◆ SUPPLIED MATERIAL

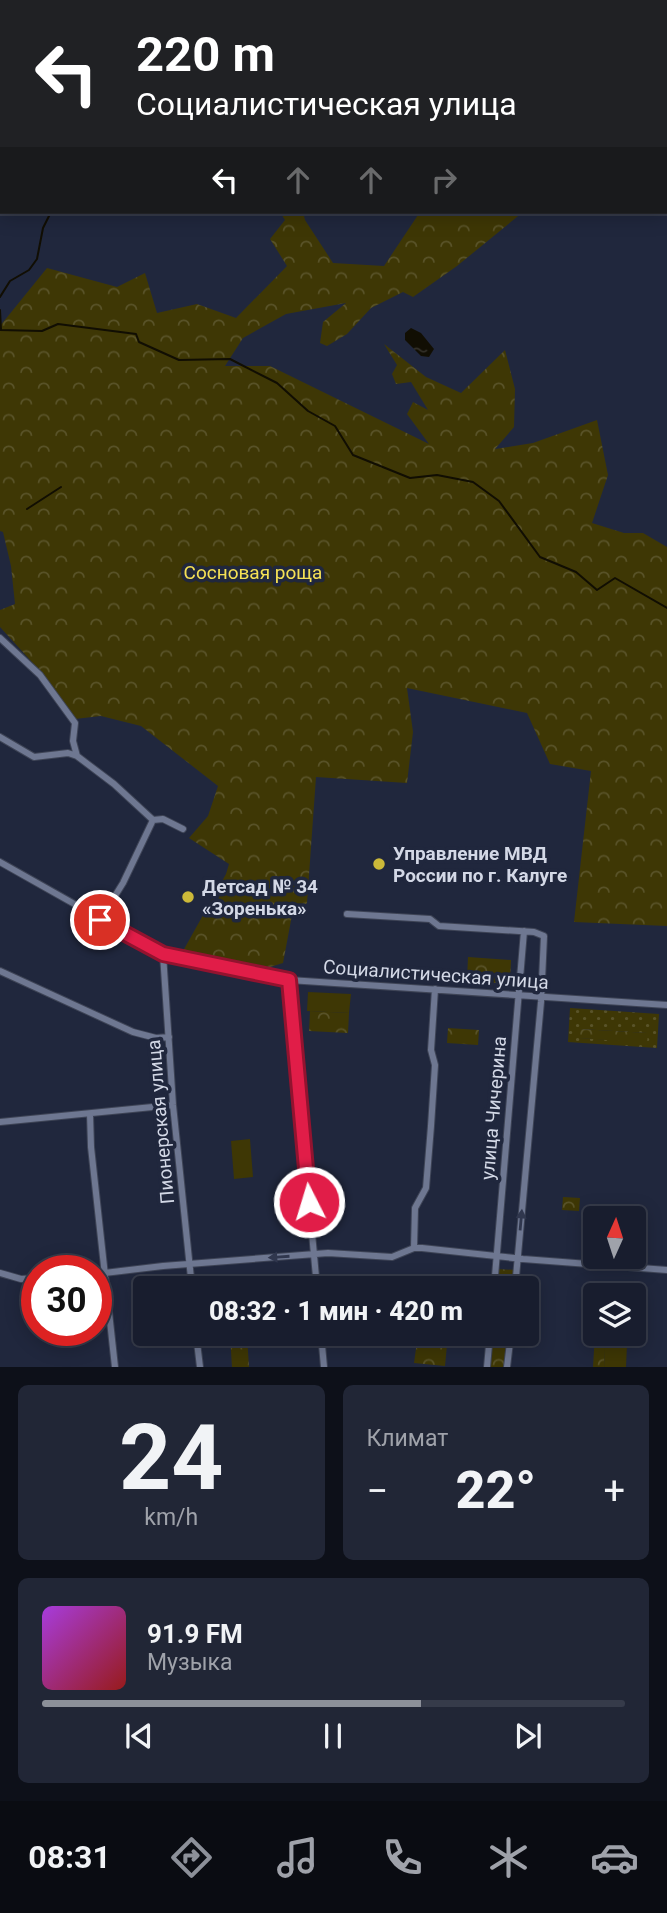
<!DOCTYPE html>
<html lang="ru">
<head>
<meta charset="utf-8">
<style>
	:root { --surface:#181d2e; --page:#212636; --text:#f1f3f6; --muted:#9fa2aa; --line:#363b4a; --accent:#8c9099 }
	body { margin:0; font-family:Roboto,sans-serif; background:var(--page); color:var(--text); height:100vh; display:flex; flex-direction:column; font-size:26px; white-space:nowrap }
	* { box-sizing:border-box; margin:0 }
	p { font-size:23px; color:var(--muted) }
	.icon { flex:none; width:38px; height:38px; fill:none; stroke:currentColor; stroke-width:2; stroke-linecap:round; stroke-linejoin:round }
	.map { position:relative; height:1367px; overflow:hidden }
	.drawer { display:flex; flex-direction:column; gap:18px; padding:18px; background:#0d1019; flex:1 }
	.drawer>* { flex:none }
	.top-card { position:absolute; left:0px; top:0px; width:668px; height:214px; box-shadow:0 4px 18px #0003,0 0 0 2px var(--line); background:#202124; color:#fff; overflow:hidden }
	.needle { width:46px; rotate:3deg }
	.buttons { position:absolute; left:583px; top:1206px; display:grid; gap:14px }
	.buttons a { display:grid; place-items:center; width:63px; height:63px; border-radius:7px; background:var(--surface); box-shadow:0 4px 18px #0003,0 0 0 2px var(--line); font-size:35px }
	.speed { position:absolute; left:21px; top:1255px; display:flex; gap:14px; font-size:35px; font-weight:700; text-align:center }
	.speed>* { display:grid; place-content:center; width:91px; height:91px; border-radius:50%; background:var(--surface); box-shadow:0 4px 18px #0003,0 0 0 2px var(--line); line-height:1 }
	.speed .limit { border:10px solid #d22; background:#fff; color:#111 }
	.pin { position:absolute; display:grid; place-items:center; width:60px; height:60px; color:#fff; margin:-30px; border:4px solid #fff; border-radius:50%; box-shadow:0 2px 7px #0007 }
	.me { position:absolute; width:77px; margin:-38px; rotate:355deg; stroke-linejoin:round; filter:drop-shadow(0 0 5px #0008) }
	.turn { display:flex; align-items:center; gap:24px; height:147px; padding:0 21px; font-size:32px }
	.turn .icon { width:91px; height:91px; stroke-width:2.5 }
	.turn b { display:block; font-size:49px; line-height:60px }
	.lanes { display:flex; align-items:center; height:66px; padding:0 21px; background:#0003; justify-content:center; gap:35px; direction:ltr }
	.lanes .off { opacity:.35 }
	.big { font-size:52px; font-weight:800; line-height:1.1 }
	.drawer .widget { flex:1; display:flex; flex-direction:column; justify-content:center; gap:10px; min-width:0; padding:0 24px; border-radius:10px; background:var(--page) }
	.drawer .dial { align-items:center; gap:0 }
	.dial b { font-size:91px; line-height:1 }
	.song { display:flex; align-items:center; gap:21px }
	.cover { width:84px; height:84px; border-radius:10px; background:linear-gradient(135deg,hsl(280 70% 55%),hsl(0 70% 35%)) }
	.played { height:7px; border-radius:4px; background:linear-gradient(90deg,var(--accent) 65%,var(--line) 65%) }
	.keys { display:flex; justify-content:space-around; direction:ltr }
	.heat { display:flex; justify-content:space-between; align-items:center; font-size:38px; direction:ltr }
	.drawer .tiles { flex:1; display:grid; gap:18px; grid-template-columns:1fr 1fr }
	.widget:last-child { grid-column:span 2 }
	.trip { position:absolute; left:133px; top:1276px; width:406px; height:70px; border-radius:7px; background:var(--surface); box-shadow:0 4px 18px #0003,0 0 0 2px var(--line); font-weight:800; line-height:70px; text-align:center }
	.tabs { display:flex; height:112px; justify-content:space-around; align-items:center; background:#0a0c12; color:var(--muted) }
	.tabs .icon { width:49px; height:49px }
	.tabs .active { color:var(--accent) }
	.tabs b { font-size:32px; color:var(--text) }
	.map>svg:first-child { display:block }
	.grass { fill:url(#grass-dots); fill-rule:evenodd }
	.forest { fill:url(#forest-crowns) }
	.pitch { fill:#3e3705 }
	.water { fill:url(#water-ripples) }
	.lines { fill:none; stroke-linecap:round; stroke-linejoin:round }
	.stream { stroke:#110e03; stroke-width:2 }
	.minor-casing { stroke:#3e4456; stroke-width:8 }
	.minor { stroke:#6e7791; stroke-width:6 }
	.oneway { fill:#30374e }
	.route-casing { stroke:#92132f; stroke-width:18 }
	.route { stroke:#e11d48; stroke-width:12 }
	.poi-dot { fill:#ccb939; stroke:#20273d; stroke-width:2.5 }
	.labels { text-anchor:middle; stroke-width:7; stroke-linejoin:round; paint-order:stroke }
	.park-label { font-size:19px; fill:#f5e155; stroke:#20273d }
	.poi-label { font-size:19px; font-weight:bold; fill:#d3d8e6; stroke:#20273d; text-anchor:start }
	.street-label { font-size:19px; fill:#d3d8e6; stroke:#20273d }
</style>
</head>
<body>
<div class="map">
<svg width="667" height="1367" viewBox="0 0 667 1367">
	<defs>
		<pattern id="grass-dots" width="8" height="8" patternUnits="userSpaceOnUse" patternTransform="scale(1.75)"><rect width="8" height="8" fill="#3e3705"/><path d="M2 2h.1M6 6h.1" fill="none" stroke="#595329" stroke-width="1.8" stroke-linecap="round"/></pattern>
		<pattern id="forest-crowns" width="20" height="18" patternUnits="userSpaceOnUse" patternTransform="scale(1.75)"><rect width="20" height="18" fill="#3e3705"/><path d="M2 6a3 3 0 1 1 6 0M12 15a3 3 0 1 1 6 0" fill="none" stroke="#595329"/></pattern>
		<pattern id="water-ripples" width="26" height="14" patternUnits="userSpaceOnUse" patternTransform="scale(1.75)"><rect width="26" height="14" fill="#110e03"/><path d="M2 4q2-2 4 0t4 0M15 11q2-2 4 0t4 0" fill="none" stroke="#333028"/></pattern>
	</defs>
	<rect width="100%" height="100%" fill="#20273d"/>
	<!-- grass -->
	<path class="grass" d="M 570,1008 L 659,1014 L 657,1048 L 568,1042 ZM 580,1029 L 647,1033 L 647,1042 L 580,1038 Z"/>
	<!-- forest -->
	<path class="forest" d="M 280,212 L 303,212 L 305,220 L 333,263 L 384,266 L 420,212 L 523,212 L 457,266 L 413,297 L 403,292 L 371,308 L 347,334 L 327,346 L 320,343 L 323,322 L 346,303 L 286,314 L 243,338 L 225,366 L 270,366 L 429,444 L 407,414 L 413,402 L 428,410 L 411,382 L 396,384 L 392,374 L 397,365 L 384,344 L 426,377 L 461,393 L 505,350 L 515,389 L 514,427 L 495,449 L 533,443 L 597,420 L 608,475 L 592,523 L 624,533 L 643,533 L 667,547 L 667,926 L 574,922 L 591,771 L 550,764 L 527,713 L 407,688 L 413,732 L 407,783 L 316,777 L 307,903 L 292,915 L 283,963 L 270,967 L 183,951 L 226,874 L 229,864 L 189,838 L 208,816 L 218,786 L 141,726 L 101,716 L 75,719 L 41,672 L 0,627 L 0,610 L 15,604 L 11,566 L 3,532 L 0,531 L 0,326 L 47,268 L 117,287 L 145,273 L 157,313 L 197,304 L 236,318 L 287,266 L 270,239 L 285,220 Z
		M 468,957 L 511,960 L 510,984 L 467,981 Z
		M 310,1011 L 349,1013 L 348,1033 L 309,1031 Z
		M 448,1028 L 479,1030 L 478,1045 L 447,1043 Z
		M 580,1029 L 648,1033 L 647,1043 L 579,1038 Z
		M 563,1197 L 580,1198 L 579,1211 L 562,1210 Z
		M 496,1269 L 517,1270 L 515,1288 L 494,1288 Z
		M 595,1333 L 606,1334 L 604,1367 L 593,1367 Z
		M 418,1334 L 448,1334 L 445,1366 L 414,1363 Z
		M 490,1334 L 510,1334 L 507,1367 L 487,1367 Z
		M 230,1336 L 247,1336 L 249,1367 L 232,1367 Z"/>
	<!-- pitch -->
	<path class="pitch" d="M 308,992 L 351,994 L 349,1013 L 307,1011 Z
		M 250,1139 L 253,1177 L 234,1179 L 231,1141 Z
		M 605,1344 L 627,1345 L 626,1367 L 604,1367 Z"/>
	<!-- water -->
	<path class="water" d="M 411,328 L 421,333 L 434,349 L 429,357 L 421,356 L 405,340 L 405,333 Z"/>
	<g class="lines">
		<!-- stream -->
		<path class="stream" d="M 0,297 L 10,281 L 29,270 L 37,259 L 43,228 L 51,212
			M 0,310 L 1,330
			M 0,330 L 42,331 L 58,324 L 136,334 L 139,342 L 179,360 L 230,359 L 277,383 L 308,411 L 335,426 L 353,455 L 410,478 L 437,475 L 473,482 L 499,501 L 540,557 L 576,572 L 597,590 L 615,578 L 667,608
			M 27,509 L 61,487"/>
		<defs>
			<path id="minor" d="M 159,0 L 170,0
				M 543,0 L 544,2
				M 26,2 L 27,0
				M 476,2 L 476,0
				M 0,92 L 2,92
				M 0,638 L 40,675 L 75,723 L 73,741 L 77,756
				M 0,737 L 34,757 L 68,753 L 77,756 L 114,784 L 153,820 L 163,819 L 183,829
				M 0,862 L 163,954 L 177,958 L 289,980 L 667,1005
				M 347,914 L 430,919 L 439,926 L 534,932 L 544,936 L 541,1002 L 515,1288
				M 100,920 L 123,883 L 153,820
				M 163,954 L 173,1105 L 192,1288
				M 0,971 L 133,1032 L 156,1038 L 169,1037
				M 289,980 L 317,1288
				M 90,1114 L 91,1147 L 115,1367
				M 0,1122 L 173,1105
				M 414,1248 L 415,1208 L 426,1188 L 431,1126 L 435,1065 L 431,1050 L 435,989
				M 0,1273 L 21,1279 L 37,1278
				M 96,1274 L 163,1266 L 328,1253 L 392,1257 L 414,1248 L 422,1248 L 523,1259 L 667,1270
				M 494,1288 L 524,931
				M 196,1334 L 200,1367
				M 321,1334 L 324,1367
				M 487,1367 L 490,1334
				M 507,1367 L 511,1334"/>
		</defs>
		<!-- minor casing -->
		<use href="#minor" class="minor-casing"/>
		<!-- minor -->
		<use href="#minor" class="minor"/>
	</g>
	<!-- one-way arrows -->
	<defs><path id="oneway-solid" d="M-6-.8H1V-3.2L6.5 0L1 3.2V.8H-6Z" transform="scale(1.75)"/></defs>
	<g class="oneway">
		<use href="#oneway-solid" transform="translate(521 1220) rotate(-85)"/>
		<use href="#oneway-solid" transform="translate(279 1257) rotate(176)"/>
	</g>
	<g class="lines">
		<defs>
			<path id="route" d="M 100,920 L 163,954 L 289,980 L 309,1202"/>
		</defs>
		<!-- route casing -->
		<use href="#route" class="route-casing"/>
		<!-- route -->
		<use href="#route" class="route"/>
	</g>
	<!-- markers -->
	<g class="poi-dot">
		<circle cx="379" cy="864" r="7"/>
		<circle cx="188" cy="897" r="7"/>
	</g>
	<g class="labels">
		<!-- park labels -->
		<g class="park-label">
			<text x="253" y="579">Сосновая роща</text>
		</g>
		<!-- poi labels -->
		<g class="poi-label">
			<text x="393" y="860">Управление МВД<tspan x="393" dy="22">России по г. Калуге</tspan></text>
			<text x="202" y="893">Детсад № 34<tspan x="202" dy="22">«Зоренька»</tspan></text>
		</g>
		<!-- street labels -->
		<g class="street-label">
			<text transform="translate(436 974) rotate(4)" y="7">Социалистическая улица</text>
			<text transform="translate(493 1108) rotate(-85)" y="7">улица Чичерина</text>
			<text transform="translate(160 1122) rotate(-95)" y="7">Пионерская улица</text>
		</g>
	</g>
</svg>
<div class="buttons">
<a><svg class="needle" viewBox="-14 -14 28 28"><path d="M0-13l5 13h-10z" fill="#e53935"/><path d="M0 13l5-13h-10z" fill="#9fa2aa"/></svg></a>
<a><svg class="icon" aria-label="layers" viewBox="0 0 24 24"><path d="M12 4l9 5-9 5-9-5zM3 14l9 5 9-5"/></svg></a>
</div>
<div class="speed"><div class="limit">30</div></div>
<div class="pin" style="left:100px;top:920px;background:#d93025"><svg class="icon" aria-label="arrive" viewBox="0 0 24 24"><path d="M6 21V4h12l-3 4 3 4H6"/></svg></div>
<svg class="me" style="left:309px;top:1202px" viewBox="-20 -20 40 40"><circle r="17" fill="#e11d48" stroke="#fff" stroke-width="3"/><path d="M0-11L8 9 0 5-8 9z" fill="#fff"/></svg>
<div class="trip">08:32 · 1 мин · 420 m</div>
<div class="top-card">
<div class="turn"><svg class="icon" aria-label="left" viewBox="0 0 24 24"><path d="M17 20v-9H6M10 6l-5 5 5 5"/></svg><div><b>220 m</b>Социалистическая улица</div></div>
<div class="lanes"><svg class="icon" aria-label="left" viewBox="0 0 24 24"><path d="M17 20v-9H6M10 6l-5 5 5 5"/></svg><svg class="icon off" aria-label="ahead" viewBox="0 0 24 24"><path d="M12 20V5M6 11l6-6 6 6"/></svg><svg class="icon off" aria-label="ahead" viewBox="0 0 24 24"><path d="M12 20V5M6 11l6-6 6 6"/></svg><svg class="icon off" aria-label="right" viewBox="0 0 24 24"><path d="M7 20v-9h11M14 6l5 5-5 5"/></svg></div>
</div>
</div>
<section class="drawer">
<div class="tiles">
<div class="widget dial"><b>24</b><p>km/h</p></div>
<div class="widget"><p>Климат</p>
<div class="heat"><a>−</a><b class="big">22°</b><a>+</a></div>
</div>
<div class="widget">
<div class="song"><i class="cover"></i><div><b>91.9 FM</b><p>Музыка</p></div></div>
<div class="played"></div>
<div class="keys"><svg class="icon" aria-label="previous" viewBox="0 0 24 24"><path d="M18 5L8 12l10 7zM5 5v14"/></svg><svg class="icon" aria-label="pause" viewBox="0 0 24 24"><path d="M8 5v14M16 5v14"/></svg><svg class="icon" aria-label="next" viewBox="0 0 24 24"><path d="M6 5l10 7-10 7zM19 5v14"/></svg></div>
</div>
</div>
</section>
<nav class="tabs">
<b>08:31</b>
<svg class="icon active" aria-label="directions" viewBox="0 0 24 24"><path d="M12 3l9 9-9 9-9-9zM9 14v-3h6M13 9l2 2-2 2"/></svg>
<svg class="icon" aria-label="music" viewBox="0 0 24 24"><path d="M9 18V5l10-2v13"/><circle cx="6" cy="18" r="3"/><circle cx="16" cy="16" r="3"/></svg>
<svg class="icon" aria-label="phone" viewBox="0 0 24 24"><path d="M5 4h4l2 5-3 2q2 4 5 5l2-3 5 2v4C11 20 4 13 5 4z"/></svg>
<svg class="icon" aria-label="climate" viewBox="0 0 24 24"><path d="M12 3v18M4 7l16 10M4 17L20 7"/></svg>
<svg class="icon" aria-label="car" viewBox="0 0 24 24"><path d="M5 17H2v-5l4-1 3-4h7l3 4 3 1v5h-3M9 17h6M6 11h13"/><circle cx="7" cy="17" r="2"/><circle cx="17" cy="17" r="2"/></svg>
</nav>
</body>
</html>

--

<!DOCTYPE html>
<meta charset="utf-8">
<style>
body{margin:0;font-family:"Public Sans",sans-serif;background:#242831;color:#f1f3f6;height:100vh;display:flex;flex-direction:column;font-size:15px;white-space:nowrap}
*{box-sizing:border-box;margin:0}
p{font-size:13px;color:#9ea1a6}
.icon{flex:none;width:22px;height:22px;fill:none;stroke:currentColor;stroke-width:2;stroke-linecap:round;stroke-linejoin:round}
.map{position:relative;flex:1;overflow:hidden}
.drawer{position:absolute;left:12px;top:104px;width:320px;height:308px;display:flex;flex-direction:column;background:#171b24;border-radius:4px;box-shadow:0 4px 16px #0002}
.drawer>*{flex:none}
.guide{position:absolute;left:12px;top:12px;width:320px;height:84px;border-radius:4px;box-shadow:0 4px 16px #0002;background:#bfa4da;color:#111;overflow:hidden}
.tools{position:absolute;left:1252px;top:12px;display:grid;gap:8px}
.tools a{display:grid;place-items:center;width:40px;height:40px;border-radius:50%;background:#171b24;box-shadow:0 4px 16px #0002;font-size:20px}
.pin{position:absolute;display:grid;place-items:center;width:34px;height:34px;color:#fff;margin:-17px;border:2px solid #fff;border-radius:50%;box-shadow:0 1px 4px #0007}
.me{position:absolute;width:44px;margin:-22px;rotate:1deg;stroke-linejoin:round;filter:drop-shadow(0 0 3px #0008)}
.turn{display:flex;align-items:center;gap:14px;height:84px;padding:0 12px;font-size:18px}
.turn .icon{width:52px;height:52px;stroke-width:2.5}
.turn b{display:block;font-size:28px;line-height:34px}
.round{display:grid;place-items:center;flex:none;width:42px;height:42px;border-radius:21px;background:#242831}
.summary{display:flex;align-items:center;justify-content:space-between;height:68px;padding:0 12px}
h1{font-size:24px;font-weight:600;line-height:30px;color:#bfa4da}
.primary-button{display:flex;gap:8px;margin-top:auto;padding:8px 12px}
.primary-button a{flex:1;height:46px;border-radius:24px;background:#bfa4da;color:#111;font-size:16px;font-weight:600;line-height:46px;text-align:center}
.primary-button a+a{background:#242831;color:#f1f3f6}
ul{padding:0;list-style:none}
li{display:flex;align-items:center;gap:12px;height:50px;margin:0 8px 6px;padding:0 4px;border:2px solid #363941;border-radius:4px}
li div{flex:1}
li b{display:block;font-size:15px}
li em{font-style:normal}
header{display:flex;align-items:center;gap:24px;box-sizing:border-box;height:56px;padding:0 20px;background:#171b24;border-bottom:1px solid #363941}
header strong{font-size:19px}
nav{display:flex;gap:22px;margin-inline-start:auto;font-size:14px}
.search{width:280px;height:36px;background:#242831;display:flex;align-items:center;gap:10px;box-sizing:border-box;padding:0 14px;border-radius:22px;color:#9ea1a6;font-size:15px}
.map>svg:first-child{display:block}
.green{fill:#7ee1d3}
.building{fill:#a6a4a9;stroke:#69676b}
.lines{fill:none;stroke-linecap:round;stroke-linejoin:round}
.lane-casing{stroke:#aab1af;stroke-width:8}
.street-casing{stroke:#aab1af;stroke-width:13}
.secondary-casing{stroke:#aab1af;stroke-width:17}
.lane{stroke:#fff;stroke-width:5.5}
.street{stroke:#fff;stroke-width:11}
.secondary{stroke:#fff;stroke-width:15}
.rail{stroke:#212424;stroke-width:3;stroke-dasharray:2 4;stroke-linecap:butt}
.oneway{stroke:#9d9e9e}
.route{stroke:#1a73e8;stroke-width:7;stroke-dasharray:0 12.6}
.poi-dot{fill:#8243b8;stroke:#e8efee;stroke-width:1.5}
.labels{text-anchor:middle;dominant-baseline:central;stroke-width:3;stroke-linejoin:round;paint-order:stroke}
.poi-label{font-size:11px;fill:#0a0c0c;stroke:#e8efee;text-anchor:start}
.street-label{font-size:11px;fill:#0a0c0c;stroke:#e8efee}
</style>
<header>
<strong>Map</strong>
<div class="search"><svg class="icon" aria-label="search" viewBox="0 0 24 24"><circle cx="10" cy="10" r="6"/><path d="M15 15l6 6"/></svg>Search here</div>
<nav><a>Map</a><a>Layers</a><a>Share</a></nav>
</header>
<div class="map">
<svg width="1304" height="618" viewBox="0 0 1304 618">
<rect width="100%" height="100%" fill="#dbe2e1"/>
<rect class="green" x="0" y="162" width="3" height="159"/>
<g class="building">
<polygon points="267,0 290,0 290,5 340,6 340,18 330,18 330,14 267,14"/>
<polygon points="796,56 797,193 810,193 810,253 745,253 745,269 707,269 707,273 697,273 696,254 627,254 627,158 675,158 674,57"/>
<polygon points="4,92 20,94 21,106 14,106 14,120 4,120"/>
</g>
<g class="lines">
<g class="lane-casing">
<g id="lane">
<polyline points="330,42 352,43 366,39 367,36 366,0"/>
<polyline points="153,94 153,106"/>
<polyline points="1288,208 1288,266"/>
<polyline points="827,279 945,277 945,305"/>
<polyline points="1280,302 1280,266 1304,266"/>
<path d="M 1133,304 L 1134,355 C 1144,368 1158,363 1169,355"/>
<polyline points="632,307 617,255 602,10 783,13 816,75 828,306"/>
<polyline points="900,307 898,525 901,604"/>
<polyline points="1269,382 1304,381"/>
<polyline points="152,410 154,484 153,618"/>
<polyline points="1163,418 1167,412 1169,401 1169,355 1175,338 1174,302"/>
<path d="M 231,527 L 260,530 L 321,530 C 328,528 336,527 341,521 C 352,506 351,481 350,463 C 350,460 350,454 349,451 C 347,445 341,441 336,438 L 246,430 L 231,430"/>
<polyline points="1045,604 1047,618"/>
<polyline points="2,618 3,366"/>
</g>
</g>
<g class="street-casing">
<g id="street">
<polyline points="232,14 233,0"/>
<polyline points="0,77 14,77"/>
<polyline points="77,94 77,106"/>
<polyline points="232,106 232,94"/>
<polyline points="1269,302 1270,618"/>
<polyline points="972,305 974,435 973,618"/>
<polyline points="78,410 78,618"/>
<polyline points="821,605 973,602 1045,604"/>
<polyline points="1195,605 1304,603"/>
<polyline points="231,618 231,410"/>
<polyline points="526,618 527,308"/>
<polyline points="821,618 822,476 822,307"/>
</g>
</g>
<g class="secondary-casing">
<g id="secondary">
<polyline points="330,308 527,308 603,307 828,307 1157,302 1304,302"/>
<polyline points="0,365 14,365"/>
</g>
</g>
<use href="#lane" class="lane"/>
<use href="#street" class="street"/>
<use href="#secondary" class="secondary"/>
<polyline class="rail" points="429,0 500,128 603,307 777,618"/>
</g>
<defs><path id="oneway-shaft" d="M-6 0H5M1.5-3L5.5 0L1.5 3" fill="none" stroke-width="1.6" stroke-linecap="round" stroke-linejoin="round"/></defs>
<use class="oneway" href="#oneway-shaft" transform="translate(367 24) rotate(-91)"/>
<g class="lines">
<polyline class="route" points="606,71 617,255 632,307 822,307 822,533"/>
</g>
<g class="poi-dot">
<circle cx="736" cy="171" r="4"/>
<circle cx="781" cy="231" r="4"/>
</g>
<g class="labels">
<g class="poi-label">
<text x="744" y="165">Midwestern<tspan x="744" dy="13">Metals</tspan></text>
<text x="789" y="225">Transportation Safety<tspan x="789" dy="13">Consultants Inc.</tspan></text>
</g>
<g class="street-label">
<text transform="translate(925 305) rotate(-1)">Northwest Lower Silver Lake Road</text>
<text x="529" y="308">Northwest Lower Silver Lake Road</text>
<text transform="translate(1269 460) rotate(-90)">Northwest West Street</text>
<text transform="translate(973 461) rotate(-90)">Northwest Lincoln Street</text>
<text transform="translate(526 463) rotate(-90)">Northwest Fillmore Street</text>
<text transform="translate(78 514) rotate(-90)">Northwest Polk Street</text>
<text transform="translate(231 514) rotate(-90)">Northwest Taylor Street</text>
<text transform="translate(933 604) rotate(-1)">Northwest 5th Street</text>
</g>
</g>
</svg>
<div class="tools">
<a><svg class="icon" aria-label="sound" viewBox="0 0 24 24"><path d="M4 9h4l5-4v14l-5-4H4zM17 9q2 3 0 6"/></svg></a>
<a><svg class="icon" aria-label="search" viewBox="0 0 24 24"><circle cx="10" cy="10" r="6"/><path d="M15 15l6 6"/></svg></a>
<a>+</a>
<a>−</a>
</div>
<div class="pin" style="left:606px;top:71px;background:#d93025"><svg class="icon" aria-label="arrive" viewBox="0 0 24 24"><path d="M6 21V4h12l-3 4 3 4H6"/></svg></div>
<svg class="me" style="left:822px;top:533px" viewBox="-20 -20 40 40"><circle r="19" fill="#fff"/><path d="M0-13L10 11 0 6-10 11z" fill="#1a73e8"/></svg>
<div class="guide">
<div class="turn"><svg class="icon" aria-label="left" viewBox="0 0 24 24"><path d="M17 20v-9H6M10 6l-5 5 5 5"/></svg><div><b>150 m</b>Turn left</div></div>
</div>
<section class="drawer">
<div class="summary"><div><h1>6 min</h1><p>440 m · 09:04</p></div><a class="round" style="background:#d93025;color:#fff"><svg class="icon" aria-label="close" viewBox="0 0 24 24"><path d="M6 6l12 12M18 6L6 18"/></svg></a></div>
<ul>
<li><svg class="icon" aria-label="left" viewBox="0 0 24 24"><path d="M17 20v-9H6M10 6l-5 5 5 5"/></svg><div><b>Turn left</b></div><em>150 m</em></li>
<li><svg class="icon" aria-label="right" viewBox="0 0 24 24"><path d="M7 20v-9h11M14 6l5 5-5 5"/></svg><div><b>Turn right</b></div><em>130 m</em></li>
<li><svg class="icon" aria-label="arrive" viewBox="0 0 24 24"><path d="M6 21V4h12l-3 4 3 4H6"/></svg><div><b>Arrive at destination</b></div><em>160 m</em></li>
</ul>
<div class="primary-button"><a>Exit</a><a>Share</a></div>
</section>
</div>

◆ REQUIRED WORK
Note how many lines in the listing above contain the word "limit" and give only that number.

◆ EXERCISE SOLUTION
2